─── RECORDS SHOWN ───

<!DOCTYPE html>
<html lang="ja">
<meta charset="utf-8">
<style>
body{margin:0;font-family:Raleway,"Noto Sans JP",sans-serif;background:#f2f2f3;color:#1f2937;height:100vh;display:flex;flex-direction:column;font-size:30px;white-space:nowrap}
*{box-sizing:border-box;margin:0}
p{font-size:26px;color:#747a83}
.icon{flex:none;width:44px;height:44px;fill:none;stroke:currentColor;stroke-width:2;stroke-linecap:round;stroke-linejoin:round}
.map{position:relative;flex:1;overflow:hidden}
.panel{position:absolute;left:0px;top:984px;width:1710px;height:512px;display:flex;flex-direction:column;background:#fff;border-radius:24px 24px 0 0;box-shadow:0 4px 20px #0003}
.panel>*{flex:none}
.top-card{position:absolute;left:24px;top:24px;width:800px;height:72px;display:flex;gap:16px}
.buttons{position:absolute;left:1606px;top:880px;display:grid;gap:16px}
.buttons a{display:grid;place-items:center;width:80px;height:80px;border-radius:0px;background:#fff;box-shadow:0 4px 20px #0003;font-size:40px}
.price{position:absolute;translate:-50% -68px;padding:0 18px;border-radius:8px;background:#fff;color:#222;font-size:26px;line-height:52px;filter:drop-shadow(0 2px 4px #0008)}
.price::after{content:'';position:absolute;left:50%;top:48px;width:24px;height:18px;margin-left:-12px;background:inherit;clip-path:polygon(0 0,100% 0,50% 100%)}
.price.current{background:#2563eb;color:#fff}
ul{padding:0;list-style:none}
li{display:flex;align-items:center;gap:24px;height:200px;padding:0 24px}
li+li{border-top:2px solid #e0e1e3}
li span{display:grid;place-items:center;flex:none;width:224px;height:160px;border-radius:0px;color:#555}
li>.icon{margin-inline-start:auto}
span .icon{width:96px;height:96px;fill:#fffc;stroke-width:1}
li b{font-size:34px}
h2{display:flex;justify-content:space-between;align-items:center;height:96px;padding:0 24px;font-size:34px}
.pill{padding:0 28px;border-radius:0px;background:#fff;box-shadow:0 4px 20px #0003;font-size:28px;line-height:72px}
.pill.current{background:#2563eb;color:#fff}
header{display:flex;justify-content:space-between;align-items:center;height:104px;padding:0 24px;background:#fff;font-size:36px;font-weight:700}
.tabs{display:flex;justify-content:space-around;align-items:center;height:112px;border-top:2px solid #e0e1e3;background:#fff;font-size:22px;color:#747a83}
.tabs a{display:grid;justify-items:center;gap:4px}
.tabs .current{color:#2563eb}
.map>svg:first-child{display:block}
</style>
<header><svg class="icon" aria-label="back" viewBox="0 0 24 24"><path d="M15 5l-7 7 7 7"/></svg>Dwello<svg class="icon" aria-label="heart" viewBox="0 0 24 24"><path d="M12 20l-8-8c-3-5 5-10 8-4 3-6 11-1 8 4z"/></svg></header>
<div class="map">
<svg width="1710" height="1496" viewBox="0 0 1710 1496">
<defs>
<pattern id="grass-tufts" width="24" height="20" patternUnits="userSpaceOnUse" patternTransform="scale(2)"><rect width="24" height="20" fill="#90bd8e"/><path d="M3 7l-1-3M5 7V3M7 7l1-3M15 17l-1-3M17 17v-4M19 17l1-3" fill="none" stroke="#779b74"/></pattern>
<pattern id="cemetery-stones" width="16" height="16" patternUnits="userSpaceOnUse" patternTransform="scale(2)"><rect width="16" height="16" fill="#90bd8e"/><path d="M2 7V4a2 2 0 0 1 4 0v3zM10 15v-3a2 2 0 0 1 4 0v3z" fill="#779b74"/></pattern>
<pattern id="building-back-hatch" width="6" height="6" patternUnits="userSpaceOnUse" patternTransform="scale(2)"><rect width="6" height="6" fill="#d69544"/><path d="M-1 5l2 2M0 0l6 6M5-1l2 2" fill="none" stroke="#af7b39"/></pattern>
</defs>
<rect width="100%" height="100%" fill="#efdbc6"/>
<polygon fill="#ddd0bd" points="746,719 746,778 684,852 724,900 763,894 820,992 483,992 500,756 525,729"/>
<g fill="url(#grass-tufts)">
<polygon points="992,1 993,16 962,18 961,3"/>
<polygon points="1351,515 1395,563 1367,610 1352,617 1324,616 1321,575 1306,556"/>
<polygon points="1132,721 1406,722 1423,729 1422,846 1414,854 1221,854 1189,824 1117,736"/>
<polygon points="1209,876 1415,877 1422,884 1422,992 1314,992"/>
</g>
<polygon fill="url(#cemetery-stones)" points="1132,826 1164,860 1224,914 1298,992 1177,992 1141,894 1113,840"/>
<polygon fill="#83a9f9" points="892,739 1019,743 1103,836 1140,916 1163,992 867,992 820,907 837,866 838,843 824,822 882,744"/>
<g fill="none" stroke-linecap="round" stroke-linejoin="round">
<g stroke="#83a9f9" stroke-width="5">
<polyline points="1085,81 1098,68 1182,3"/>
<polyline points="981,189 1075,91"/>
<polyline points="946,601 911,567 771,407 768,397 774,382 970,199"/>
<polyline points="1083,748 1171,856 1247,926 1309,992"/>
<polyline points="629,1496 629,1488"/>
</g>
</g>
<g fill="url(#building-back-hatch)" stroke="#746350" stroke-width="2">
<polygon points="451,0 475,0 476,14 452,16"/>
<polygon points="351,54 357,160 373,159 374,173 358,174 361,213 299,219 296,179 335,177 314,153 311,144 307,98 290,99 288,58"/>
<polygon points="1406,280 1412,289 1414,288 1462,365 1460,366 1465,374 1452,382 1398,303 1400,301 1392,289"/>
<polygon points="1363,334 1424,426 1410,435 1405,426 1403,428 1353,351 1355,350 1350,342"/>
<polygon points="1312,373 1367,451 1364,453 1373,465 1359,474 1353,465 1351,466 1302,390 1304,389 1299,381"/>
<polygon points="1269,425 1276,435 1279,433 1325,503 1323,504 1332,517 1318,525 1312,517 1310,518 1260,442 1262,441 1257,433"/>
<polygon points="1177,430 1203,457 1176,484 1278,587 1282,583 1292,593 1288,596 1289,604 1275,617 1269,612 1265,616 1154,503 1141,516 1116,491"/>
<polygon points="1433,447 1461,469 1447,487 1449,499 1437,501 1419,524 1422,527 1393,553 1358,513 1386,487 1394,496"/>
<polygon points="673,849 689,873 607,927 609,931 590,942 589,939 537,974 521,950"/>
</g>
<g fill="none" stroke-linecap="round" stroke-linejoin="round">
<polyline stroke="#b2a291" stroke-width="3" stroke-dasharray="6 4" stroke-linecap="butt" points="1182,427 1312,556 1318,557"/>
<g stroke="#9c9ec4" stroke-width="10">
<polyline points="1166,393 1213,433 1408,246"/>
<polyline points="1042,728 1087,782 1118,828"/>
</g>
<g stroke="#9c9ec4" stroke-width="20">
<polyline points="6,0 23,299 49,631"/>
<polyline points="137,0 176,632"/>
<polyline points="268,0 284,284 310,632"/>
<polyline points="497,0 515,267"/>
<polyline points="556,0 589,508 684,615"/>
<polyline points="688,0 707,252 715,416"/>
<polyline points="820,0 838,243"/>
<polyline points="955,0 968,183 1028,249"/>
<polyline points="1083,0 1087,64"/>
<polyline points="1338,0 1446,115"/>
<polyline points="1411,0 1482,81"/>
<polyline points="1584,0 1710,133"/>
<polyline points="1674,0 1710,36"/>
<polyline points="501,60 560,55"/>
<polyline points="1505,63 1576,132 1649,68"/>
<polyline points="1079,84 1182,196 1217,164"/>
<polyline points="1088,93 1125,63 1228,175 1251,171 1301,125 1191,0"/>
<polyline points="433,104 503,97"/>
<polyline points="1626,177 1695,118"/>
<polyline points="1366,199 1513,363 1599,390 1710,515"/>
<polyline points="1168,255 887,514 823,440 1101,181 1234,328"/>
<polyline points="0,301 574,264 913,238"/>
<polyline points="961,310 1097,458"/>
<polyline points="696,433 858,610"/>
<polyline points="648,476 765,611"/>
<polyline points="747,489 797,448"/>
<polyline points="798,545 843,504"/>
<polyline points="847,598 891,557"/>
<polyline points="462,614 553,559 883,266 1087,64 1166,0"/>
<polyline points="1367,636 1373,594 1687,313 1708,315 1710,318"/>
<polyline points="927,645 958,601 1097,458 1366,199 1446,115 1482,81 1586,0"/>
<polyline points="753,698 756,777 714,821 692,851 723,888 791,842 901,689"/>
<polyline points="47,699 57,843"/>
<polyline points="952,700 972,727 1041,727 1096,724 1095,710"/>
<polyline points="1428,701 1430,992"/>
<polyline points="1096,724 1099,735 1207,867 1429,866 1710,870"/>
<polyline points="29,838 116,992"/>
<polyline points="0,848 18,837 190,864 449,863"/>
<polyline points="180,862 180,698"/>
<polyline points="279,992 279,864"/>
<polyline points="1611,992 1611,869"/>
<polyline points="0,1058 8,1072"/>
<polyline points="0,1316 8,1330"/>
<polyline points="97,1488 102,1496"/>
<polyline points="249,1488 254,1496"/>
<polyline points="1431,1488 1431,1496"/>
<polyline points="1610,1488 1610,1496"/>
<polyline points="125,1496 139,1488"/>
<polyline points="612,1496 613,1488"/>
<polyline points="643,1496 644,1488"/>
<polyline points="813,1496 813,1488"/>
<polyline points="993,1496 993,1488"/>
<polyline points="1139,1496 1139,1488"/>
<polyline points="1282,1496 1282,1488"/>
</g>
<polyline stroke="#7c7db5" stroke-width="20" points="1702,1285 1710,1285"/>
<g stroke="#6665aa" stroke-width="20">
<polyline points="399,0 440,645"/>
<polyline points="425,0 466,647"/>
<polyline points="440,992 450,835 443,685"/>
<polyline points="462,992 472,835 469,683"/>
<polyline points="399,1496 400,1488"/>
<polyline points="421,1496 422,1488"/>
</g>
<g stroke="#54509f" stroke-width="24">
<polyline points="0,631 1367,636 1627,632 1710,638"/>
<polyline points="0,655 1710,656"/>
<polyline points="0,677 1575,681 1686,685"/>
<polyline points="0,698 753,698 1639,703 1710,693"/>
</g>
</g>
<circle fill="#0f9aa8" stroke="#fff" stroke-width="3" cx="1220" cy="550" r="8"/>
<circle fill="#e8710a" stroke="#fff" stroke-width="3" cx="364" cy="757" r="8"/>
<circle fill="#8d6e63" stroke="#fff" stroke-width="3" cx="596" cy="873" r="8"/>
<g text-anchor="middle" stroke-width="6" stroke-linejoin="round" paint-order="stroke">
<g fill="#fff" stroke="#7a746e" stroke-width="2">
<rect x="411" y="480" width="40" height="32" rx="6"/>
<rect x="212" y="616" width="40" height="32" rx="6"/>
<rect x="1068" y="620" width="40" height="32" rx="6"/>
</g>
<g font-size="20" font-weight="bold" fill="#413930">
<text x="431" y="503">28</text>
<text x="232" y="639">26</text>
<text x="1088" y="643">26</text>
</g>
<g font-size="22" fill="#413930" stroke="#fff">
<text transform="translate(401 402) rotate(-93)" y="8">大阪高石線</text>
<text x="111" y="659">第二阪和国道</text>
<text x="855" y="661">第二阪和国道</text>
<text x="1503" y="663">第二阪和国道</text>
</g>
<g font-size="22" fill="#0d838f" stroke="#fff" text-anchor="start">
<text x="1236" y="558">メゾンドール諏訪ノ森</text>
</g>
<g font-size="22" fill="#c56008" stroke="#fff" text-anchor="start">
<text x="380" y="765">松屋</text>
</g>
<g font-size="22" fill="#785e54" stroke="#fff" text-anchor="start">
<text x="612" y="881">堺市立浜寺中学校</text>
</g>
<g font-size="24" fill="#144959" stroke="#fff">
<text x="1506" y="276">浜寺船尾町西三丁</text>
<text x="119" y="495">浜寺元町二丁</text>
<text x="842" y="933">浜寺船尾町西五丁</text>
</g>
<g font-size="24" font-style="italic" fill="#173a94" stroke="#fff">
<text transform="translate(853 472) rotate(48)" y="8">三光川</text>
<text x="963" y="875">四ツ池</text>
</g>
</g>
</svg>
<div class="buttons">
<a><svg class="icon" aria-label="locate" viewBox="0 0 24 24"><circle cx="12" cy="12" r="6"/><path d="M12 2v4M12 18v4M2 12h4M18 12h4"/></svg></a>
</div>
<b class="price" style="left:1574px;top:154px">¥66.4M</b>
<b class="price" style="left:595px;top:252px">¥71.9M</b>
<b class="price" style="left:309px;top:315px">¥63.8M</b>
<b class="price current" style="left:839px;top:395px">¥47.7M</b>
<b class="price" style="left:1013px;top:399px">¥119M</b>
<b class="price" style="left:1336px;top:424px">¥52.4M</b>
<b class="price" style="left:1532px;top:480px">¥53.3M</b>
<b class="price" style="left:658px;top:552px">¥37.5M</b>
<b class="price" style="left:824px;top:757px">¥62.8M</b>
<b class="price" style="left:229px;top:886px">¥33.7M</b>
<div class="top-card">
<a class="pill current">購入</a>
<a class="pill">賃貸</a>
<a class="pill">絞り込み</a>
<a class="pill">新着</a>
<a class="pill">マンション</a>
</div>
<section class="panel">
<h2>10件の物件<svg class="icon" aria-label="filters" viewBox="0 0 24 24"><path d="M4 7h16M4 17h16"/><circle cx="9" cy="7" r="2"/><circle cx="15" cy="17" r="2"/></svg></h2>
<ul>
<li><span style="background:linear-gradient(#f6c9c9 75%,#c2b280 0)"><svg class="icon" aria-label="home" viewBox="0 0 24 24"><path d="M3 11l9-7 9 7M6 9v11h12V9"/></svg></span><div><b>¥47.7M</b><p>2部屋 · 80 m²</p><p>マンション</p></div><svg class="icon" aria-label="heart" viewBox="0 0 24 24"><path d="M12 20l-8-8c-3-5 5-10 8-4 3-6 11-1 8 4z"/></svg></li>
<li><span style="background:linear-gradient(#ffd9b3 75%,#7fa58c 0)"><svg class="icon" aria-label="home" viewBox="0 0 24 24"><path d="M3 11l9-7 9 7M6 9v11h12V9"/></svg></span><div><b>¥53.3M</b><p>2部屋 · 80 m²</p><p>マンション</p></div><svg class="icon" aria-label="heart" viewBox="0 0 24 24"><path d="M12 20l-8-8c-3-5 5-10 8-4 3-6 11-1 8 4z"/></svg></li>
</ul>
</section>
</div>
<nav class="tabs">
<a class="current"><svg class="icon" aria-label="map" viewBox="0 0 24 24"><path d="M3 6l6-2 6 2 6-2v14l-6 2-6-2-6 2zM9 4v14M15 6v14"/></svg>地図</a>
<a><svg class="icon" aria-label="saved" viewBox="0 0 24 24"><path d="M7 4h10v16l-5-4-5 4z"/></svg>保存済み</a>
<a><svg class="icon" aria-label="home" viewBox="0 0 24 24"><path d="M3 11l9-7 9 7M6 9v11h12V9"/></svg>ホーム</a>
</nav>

───

AIM OF THE EXERCISE —
The word "absolute" appears in how many lines of the data? Answer with only the number.

RESPONSE BELOW —
5